Dentists and physicians in a Mississippi community are working together to ensure that people without insurance receive the care they need.  
 
The Tree of Life Free Clinic provides care on a first-come, first-served basis to more than 200 people each month. Created by a group of physicians in 2010, the Tupelo clinic started in a small physician’s office and then moved to a building owned by a local Baptist church.

Thanks to a $40,000 grant, in 2012 the clinic expanded to include three chairs where volunteer dentists treat people referred by the organization’s physicians. Dentists treat an average of 50 people during the first Wednesday and third Saturday of each month, according to Dr. Mindy Austin, who created the dental clinic.

“At this point we only provide extractions – just getting people out of pain and making sure there’s no infection,” she said. “We don’t yet have the manpower to provide preventive care.”

Eleven dentists – including two oral surgeons – volunteer on a rotating basis, she said.

“We have someone on staff who triages the patients to make sure they’re ready for surgery,” she said. “We see them, take X-rays, evaluate them and then perform the extraction.”

The only requirement for patients is that they do not have Medicare, Medicaid or private insurance.

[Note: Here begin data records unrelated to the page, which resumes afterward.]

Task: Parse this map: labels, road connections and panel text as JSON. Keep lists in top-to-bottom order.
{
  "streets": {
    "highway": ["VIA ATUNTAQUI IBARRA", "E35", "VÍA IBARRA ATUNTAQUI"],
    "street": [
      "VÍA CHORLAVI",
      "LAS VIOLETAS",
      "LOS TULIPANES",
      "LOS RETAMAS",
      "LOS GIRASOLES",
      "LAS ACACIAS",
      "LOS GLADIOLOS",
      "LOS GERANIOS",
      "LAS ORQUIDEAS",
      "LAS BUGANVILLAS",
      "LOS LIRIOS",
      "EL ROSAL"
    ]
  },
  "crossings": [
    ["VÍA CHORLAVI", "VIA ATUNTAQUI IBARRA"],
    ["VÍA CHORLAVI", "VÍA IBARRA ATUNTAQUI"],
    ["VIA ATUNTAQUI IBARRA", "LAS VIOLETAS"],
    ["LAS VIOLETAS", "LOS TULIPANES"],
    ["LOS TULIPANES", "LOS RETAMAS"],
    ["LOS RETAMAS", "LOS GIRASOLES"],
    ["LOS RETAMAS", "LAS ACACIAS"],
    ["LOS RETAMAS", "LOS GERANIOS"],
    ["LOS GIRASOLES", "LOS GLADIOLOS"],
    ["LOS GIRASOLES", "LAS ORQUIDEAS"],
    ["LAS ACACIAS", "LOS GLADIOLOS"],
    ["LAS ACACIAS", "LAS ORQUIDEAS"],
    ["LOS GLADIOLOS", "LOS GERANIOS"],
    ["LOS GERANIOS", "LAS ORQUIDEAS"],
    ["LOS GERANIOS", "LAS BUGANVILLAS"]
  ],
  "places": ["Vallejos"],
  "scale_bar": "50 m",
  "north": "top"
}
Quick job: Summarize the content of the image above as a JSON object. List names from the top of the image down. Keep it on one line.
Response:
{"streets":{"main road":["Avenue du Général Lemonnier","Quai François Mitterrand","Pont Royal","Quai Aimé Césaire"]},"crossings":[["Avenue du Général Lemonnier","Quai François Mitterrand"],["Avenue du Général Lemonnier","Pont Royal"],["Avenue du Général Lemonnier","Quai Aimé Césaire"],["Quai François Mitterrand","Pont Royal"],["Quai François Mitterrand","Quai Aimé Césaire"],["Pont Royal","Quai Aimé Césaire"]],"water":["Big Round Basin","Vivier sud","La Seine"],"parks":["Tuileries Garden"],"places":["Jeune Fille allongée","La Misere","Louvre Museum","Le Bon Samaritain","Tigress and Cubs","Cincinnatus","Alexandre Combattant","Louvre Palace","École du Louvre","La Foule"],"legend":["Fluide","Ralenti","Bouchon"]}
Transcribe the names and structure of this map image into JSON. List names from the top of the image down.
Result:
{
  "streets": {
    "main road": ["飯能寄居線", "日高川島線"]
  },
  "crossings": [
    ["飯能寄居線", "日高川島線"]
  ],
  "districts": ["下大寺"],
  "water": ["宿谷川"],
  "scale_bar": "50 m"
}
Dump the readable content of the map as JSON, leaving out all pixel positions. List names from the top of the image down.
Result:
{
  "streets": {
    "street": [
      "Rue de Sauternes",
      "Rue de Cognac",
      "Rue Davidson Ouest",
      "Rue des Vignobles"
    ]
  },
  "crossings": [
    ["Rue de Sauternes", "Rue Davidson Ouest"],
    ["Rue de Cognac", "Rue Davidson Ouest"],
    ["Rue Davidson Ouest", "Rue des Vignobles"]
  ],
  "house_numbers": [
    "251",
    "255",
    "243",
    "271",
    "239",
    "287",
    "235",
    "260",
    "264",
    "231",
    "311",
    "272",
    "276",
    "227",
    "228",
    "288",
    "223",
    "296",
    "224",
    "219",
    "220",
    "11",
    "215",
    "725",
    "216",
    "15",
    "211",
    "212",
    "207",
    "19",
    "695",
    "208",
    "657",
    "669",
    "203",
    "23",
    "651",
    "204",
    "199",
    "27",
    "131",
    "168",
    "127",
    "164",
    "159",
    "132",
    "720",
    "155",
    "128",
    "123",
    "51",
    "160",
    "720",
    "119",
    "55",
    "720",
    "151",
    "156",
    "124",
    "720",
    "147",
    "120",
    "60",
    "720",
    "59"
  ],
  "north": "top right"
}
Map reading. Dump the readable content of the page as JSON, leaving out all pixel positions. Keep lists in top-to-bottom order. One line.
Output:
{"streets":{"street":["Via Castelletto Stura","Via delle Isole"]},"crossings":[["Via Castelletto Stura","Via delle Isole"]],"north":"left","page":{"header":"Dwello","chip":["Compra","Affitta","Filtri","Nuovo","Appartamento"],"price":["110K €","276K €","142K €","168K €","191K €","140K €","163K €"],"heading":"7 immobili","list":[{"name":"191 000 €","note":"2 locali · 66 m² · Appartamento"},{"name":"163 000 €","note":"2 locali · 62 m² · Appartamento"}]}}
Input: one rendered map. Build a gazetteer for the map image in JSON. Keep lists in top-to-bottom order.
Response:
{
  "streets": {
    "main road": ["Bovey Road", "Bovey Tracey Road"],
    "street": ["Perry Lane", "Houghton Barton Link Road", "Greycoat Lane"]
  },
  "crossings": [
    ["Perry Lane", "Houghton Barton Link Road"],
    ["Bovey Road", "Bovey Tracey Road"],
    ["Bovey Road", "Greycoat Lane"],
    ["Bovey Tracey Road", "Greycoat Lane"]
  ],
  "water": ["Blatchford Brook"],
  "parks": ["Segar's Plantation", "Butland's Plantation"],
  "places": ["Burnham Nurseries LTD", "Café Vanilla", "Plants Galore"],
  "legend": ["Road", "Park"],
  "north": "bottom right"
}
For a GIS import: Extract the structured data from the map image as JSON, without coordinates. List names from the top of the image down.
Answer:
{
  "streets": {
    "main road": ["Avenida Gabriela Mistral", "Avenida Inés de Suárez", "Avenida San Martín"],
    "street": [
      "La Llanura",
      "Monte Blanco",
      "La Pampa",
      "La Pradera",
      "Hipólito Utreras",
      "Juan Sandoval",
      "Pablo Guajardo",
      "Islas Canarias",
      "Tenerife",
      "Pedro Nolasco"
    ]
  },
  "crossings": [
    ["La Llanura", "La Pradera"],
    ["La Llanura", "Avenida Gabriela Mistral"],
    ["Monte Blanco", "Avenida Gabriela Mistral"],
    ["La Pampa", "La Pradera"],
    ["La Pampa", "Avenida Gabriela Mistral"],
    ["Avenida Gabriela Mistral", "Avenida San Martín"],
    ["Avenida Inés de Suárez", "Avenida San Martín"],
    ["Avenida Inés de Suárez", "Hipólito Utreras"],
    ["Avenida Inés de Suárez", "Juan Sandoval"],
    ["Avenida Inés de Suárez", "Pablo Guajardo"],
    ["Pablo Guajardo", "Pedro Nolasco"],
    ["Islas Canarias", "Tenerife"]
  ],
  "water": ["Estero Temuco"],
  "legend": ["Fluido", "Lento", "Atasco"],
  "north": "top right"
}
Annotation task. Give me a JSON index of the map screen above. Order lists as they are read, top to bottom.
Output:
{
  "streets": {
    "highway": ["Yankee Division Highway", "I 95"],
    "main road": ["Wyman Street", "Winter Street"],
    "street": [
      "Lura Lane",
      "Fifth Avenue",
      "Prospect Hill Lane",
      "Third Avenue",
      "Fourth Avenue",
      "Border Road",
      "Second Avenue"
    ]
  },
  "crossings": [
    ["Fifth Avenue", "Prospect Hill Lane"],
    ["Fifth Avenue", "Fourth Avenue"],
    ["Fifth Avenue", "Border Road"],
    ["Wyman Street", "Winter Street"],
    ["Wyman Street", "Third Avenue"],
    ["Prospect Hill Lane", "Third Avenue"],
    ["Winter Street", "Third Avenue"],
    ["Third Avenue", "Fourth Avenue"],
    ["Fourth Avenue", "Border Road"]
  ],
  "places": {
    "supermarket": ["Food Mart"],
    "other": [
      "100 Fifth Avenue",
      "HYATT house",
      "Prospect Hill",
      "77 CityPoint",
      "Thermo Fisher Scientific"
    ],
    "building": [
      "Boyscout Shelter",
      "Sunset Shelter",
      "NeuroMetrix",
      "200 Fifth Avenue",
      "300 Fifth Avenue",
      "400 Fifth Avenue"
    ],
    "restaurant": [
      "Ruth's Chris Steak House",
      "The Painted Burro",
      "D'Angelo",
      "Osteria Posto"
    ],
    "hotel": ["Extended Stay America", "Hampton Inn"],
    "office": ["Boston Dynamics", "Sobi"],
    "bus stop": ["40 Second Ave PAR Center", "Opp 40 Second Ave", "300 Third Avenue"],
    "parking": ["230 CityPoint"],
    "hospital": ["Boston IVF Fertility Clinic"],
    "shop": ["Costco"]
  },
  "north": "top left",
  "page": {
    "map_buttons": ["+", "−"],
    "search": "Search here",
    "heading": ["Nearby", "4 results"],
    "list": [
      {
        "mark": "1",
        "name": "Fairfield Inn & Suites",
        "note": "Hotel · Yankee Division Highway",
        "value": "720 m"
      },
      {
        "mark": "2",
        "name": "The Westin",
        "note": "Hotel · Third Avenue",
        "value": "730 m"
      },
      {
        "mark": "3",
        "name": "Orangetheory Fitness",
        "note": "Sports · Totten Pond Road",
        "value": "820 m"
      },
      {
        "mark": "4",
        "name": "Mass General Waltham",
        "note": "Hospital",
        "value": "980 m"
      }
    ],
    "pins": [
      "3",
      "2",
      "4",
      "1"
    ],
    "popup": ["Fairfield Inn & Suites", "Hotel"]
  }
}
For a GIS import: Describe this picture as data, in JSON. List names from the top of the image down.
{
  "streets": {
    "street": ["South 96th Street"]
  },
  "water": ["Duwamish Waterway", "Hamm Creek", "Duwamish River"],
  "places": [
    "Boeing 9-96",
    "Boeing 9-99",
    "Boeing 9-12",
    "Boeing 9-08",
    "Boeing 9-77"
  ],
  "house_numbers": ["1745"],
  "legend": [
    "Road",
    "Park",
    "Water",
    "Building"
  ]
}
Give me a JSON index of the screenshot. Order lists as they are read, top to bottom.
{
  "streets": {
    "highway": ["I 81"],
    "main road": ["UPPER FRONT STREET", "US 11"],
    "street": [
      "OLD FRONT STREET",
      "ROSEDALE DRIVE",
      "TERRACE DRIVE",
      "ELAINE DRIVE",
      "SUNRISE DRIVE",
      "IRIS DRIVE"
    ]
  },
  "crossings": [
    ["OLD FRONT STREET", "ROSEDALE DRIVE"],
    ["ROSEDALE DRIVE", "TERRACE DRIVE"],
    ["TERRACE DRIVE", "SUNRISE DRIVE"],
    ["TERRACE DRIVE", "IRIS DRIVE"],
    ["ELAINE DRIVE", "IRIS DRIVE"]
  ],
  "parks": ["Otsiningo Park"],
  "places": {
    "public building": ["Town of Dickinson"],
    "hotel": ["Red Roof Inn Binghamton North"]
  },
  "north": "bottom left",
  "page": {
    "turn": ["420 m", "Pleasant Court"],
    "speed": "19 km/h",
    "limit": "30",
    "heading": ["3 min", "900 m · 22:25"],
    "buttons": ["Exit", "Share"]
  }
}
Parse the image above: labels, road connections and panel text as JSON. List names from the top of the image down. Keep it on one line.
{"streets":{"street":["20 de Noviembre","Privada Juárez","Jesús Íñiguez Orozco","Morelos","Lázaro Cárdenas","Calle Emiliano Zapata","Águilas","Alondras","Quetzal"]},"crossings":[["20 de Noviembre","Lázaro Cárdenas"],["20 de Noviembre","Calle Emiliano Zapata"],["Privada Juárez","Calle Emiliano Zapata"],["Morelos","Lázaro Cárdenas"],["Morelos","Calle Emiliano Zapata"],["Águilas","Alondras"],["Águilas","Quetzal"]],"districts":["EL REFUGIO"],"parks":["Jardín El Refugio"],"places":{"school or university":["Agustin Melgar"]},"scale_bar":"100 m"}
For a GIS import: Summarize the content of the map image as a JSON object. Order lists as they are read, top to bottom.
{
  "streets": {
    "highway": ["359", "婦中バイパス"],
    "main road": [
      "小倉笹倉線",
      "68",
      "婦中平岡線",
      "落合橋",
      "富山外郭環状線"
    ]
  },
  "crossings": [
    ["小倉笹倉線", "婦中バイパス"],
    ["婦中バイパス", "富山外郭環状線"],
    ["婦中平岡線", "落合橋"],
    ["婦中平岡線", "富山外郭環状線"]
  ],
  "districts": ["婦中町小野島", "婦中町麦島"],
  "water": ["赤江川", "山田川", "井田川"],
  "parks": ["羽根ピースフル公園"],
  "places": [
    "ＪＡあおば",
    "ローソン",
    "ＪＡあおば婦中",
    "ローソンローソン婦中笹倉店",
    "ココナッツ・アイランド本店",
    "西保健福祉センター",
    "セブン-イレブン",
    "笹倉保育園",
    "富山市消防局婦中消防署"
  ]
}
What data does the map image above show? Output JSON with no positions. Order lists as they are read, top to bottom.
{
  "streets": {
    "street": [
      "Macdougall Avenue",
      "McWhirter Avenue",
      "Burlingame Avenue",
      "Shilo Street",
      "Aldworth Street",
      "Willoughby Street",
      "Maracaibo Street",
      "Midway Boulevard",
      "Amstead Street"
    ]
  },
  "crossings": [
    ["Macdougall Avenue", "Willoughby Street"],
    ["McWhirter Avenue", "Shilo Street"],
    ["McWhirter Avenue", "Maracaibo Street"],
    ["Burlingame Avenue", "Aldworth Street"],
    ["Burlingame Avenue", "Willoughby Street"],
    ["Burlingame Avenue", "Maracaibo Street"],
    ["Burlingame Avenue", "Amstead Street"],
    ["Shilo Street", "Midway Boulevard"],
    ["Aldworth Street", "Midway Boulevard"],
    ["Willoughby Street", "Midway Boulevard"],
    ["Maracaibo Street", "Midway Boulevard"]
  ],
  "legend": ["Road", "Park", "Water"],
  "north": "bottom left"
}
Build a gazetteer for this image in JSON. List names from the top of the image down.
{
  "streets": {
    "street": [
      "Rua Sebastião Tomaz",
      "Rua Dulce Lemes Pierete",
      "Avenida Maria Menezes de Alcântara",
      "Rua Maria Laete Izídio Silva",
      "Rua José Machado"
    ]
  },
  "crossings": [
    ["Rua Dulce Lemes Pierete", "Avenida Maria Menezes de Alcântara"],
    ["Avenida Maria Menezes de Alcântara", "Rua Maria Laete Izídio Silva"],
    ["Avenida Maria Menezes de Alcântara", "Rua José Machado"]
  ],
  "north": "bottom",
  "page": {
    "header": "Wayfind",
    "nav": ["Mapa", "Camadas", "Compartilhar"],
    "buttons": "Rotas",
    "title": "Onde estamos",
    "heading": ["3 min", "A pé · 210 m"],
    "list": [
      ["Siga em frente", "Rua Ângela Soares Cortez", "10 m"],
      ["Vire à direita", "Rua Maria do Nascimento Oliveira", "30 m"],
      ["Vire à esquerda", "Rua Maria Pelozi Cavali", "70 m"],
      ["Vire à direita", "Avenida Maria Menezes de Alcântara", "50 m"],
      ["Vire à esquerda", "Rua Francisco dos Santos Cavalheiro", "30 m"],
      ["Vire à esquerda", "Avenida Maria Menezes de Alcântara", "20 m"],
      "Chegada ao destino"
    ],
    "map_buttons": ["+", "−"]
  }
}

“A lot of our patients are people who have jobs that pay lower wages, and their employers don’t offer medical or dental benefits,” said Dr. Austin. “Because we also provide care on Saturdays, we’re able to treat people who work and can’t take off time to see the dentist.”

Since 2012, the volunteer dentists have performed an average of 1,000 extractions per year.

“There is definitely a need in our community, and even outside our community,” she said. “We’ve had people from as far as Memphis drive here to receive care.”